Carpenter, now 24, was seriously wounded from the explosion. He lost most of his jaw and teeth, one of his eyes, suffered a broken and tattered arm and countless lacerations, and was almost given up for dead.
But over the past two and a half years Carpenter and his doctors have been diligently working to rebuild his body and when President Obama presented him with our nation’s highest military award, Carpenter stood tall on his own two feet, CNN reports.
Carpenter nearly died when he took the grenade blast, but after two and a half years of working with doctors to rebuild his body, he was able to stand tall while accepting the Medal of Honor.
While his road to recovery has been long and painful, Carpenter says he’s actually thankful for the time he spent in the hospital.
“I look back, and I’m actually very appreciative I had those two and a half years, because those years put things in perspective more than a whole lifetime of things could if I wasn’t there,” said Carpenter.
Carpenter was on a rooftop in Helmland province with Lance Corporal Nicholas Eufrazio on November 21, 2010, when a firefight broke out.
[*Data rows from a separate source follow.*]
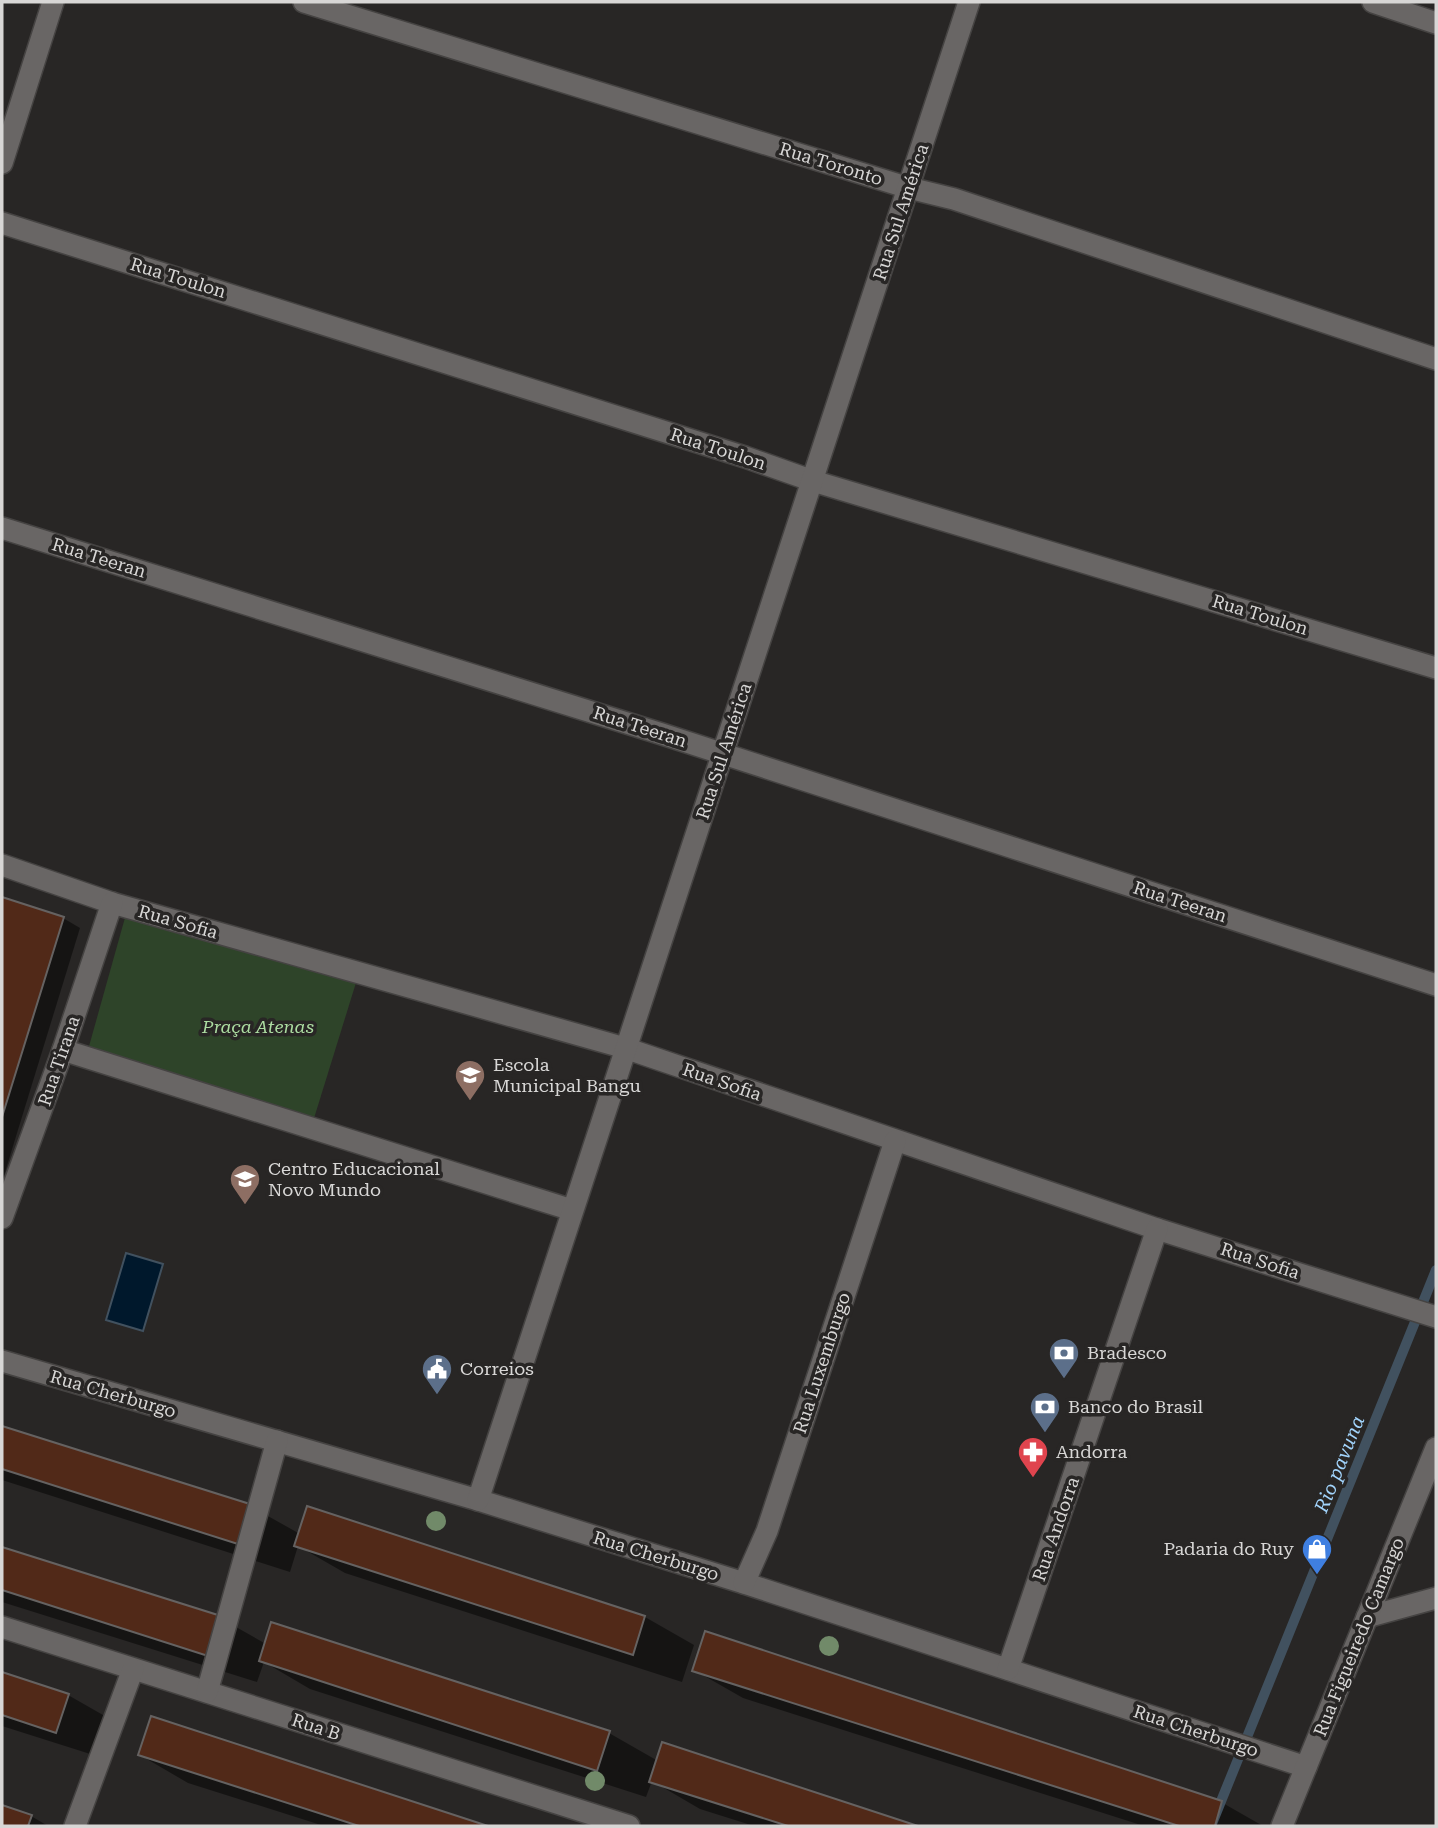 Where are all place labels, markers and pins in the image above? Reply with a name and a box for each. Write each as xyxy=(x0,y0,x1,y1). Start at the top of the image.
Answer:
place label: Escola Municipal Bangu xyxy=(493,1054,641,1096)
school or university icon: Escola Municipal Bangu xyxy=(453,1058,487,1102)
place label: Centro Educacional Novo Mundo xyxy=(268,1158,440,1200)
school or university icon: Centro Educacional Novo Mundo xyxy=(228,1162,262,1206)
bank icon: Bradesco xyxy=(1047,1336,1081,1380)
place label: Bradesco xyxy=(1087,1342,1167,1363)
public building icon: Correios xyxy=(420,1352,454,1396)
place label: Correios xyxy=(460,1358,534,1379)
bank icon: Banco do Brasil xyxy=(1028,1390,1062,1434)
place label: Banco do Brasil xyxy=(1068,1396,1203,1417)
pharmacy icon: Andorra xyxy=(1016,1435,1050,1479)
place label: Andorra xyxy=(1056,1441,1127,1462)
shop icon: Padaria do Ruy xyxy=(1300,1532,1334,1576)
place label: Padaria do Ruy xyxy=(1163,1538,1294,1559)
Taliban Insurgents lobbed a grenade onto the roof and Carpenter dove on top of it. The explosion nearly killed him, and seriously injured Eufrazio as well.
In a way, though, the explosion actually did kill Carpenter. He had to be revived while being transported by helicopter and was later declared dead when he arrived at the field hospital. When he was transported to Walter Reed Army Medical Center, he almost died again.
But Carpenter’s Marine Corps spirit is indomitable and since that rooftop battle he’s done more than just survive, he’s thrived.
“The enemy killed me,” Carpenter said in a Defense Department video. “I came back, I ran a marathon, I completed a mud run and jumped from a plane. I won’t ever quit. I am just getting started.”